Aaron Copland holograph table “Three Versions Exist,” listing versions of Appalachian Spring. Box 28 (55-Ca), Aaron Copland Collection.

First he writes “Full ballet score (for use solely with Martha Graham’s choreography);” second he lists the orchestral suite as published by Boosey & Hawkes, in both scorings, 13 instruments (1972) and full orchestra (1945), and finally, he lists the Extended orchestra Suite,” and indicates the specific connection to the 1954 hybrid version: “as recorded by Ormandy and the Philadelphia Orchestra.”

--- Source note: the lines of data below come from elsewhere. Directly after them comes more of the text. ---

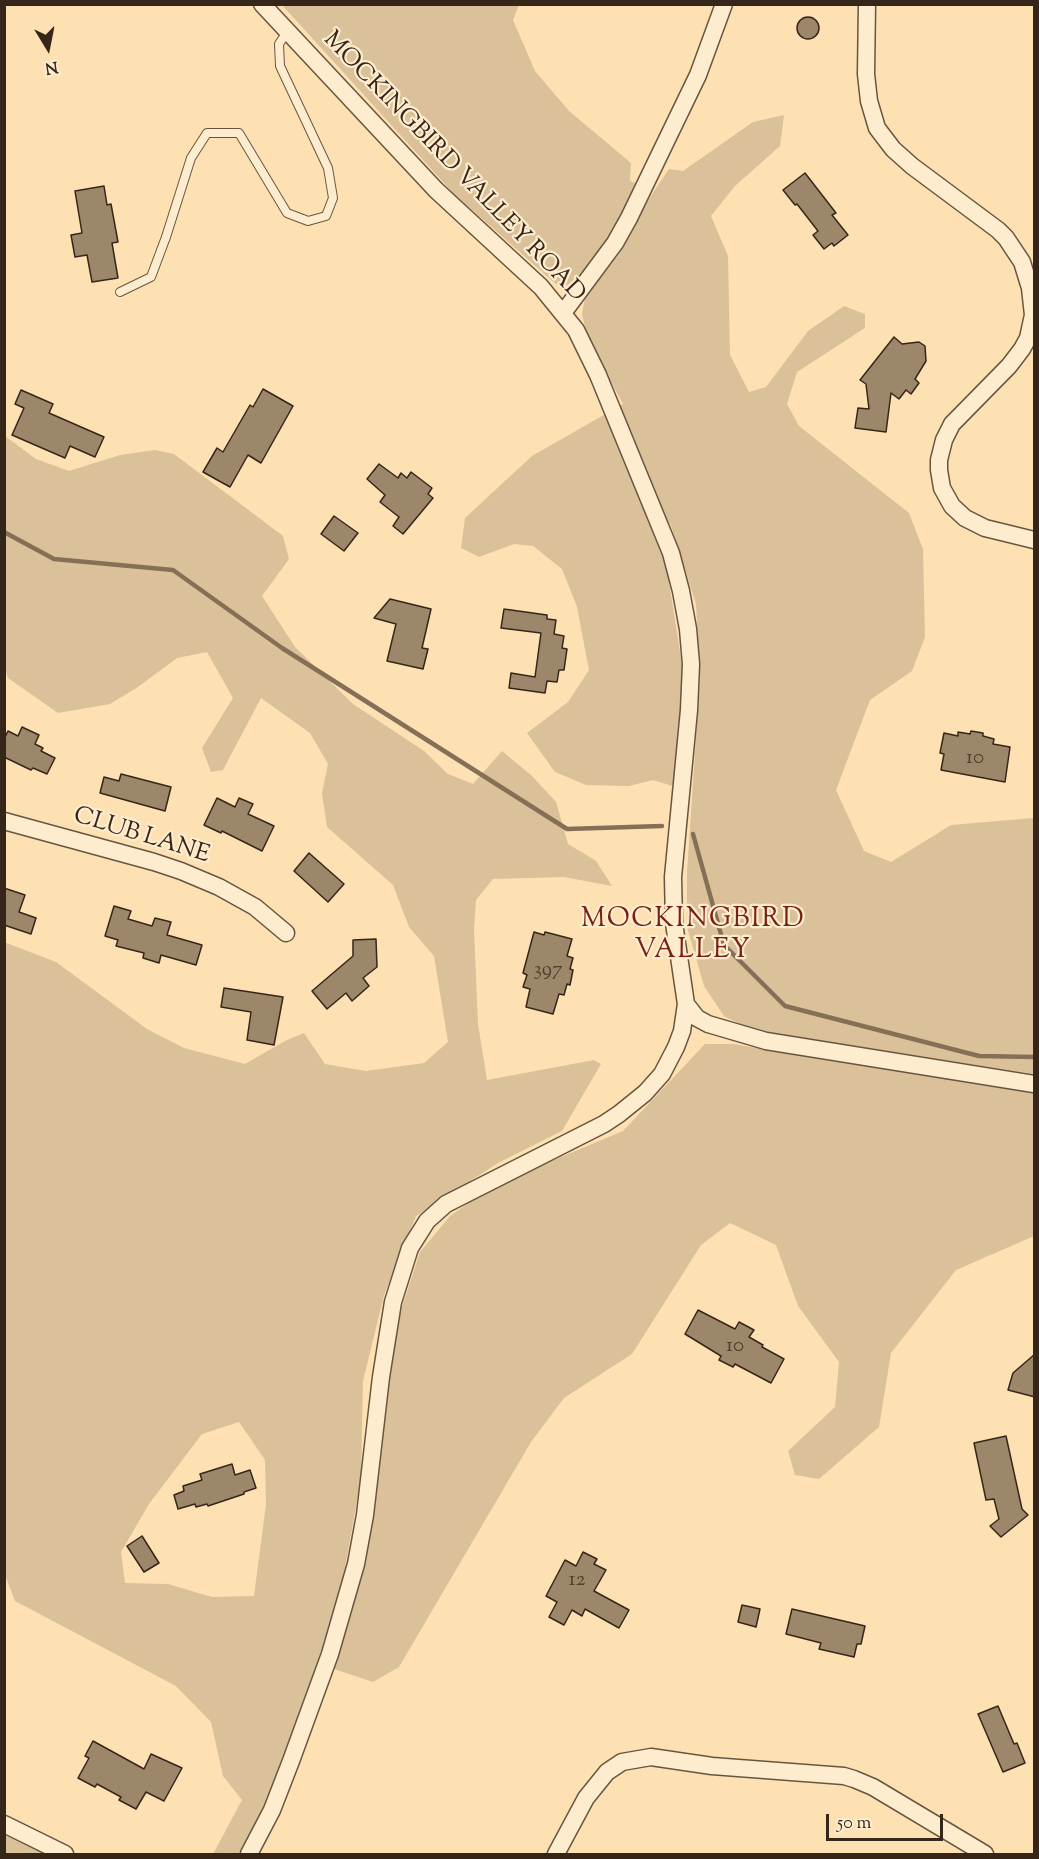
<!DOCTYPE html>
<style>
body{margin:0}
#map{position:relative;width:1039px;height:1859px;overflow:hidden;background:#fde1b3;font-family:"Sorts Mill Goudy",serif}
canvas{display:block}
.frame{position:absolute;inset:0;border:6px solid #36261a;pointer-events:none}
.north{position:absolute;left:18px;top:18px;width:60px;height:60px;-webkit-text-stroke:4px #feecce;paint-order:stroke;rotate:170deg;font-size:16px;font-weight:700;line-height:24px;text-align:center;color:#36261a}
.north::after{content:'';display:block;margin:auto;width:21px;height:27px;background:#36261a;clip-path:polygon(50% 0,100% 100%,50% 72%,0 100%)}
.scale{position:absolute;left:826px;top:1814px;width:117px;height:27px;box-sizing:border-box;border:3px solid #36261a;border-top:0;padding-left:8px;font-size:18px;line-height:21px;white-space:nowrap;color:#36261a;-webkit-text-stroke:4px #feecce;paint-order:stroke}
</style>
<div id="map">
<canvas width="1039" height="1859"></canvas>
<div class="frame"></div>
<div class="north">N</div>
<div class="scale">50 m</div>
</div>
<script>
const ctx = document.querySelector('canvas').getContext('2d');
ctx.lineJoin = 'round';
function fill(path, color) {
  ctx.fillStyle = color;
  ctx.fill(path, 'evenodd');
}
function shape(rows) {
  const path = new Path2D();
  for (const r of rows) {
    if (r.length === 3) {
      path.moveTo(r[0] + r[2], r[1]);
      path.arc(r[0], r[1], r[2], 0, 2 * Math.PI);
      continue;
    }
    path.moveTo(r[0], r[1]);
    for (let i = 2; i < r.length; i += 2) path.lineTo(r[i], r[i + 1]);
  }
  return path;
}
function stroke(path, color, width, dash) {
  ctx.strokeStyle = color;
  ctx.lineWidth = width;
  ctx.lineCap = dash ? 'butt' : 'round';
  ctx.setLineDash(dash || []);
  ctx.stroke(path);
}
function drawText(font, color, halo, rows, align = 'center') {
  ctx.font = font + ' "Sorts Mill Goudy",serif';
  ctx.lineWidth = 4.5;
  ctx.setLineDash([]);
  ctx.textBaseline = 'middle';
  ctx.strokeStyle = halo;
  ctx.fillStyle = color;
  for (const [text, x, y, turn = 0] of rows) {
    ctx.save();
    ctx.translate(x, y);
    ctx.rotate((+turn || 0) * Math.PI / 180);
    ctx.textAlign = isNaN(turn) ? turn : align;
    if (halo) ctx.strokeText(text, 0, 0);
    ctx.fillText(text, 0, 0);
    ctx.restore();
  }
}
const green = shape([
 [282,5,519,5,513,20,535,71,569,111,631,163,630,181,640,185,584,280,571,285,558,286,453,193],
 [784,115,780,146,735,186,711,216,728,256,730,355,749,392,766,387,808,331,844,306,865,314,865,328,797,372,787,404,799,426,909,513,923,549,925,637,912,671,870,700,836,790,864,851,891,862,951,825,1033,818,1034,816,1034,1074,752,1030,724,1016,704,986,687,927,687,873,700,676,696,604,670,523,655,538,667,569,685,684,676,787,653,780,629,786,586,785,555,772,527,733,568,702,589,670,577,607,562,569,533,546,514,544,479,557,461,548,465,518,532,456,623,404,588,340,582,314,585,298,620,253,648,200,669,169,683,171,753,122],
 [5,436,36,459,69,471,120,455,155,450,174,454,283,536,289,559,262,596,295,647,353,704,424,751,448,774,473,784,502,751,531,775,556,802,568,844,596,861,612,886,564,877,493,879,476,900,474,929,478,1024,487,1080,594,1060,601,1064,562,1131,498,1163,416,1216,384,1295,363,1381,361,1478,343,1579,292,1745,256,1827,238,1854,213,1854,242,1800,223,1776,211,1722,176,1686,15,1601,5,1575,4,942,56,962,147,1029,184,1048,245,1064,285,1041,304,1033,325,1064,366,1071,424,1063,448,1042,434,956,409,927,393,885,327,827,322,793,328,764,310,733,261,698,223,770,211,772,202,748,233,698,207,652,177,658,138,687,110,704,58,713,8,678,4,665],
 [239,1422,265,1460,266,1504,254,1596,212,1597,168,1584,125,1583,121,1552,149,1504,202,1434],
 [705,1044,733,1044,1034,1093,1034,1236,956,1270,891,1353,879,1427,819,1479,795,1475,788,1451,835,1407,839,1362,798,1306,776,1245,730,1223,701,1245,632,1354,564,1398,531,1442,399,1667,373,1682,334,1669,359,1587,398,1319,420,1252,450,1216,494,1185,623,1131],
 [4,1835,5,1835,44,1854,5,1854]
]);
const stream = shape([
 [4,532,54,559,173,570,282,648,567,829,662,826],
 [693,834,724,945,785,1006,979,1056,1034,1057]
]);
const building = shape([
 [808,28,11],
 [805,173,836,213,832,215,848,235,834,246,832,243,824,249,813,235,818,231,797,204,795,205,783,190,805,173],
 [104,186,107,205,111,204,118,242,112,243,118,278,92,282,87,255,75,257,71,235,82,233,75,191,104,186],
 [894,337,902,344,919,342,925,346,926,361,915,379,919,383,911,394,906,390,899,399,891,393,886,432,855,428,858,408,869,409,866,384,860,380,894,337],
 [263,389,293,406,261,463,248,455,230,487,203,472,217,448,223,452,250,405,253,407,263,389],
 [21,390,53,404,49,413,104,437,95,457,70,446,65,458,12,435,24,408,15,404,21,390],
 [379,464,398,478,401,473,407,478,411,472,432,488,428,494,433,498,403,534,393,526,399,517,380,502,385,495,367,479,379,464],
 [334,516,358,533,344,551,321,534,334,516],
 [390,599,431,609,422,648,428,649,423,669,387,661,396,624,374,618,390,599],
 [504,609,547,615,547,619,556,620,554,634,564,636,562,648,567,649,564,670,559,670,557,682,547,681,545,693,509,688,511,673,535,677,541,633,501,628,504,609],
 [22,727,39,735,35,744,43,748,41,751,55,758,47,774,33,768,31,770,4,757,4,739,8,731,18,736,22,727],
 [971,731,983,733,983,736,994,739,993,744,1010,747,1005,782,941,770,944,754,940,753,944,733,958,736,958,732,970,734,971,731],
 [121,774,171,787,165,811,100,793,104,777,119,781,121,774],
 [217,798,235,807,239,798,253,804,248,814,274,826,262,851,222,831,221,833,204,825,217,798],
 [309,853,344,884,328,902,294,871,309,853],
 [4,888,25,895,19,912,36,918,31,934,4,925,4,888],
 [114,906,131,911,128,919,152,926,155,918,171,922,167,935,202,945,196,965,161,955,159,963,143,958,144,953,116,946,118,940,105,936,114,906],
 [534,932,544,935,545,932,572,939,567,956,573,958,570,969,573,970,570,985,567,984,564,995,559,994,553,1014,526,1007,530,989,523,987,527,975,523,973,534,932],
 [376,939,377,967,363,978,369,986,352,1001,346,993,327,1009,312,991,353,956,353,940,376,939],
 [224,988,283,997,274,1045,247,1040,251,1012,221,1007,224,988],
 [698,1310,735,1329,739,1322,754,1330,749,1337,763,1345,762,1347,784,1359,771,1383,735,1364,733,1367,719,1360,721,1356,685,1334,698,1310],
 [1035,1354,1035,1397,1008,1390,1013,1373,1035,1354],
 [1006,1436,1022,1509,1028,1515,1001,1537,990,1526,999,1519,994,1499,986,1500,974,1443,1006,1436],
 [232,1464,235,1475,250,1470,256,1488,244,1492,244,1494,208,1506,207,1504,196,1507,195,1504,178,1509,174,1495,184,1491,183,1486,202,1480,200,1474,232,1464],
 [142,1536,159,1563,144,1572,127,1546,142,1536],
 [583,1552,597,1559,594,1564,606,1570,594,1591,629,1610,619,1628,585,1609,582,1616,572,1610,564,1625,549,1617,557,1602,546,1596,565,1560,576,1566,583,1552],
 [742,1605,760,1609,756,1627,738,1622,742,1605],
 [792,1609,865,1626,861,1644,857,1644,854,1657,819,1649,821,1643,786,1634,792,1609],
 [998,1706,1014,1744,1017,1743,1025,1763,1003,1772,978,1714,998,1706],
 [93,1741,144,1769,151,1754,182,1768,164,1801,146,1792,136,1809,119,1800,121,1797,97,1784,95,1787,78,1778,89,1758,85,1756,93,1741]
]);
const lane = shape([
 [120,292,151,277,166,237,191,158,207,133,239,133,287,213,308,221,326,216,333,198,328,168,280,66,279,44,287,32]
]);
const street = shape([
 [262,4,436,190,541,287,576,330,598,375,671,553,681,591,688,629,691,664,689,710,673,877,674,923,686,1004,697,1018,708,1024,766,1041,1034,1084],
 [867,4,866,74,869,101,877,128,893,149,912,166,998,230,1006,238,1022,262,1030,288,1033,315,1028,338,1022,349,1009,366,952,424,944,440,939,460,939,470,942,488,952,506,965,518,985,528,1034,540],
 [563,313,615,243,629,218,698,75,724,4],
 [4,821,154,862,181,871,219,887,255,907,286,933],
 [4,1824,65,1854],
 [249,1854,272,1810,291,1761,330,1654,356,1564,365,1515,381,1377,393,1302,410,1248,427,1221,446,1204,604,1124,619,1114,645,1093,662,1074,676,1047,682,1031,686,1004],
 [556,1854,586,1798,607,1772,622,1762,651,1757,712,1766,844,1776,854,1779,873,1787,985,1854]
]);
const numberNames = [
 ["10",975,759],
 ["397",548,971],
 ["10",735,1347],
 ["12",577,1581]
];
const streetNames = [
 ["MOCKINGBIRD VALLEY ROAD",453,168,46],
 ["CLUB LANE",141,837,17]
];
const quarterNames = [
 ["MOCKINGBIRD",693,921],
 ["VALLEY",693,952]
];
fill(green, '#dbc199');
stroke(stream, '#857057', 4.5);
fill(building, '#9d876a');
stroke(building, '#36261a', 1.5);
stroke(lane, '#685540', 10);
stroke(street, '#685540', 19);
stroke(lane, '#feecce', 8);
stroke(street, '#feecce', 16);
drawText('21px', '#503e2e', null, numberNames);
drawText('24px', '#36261a', '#feecce', streetNames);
ctx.letterSpacing = '1.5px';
drawText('27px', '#7a1f14', '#feecce', quarterNames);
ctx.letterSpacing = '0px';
</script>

In the forthcoming critical edition of the original ballet, Aaron Sherber and I refer to that version as the “Extended Suite” for three main reasons.  First, it is most descriptive of its genesis.  When he created it in 1954, Copland started with the suite and added something. Second, it’s descriptive of its structure:  It retains the suite’s order of variations and key structure, rather than reverting to the ballet. And third, Copland used this term on both occasions when he made a direct comparison of the versions of Appalachian Spring.  It is my hope that the term “Extended Suite” will be widely adopted, thereby rectifying longstanding confusion about the three basic structures of this celebrated work.

Images used by permission of The Aaron Copland Fund for Music, Inc

[1] Ormandy to Copland, 4 November 1954, box 260, folder 10, Aaron Copland Collection.

[2] Aaron Sherber, “Appalachian Spring: Ballet for Orchestra,” Journal of the Conductors Guild 33 (2017): 9.

[1] Sean Wilentz, 360 Sound: The Columbia Records Story (San Francisco: Chronicle Books, 2012), 110.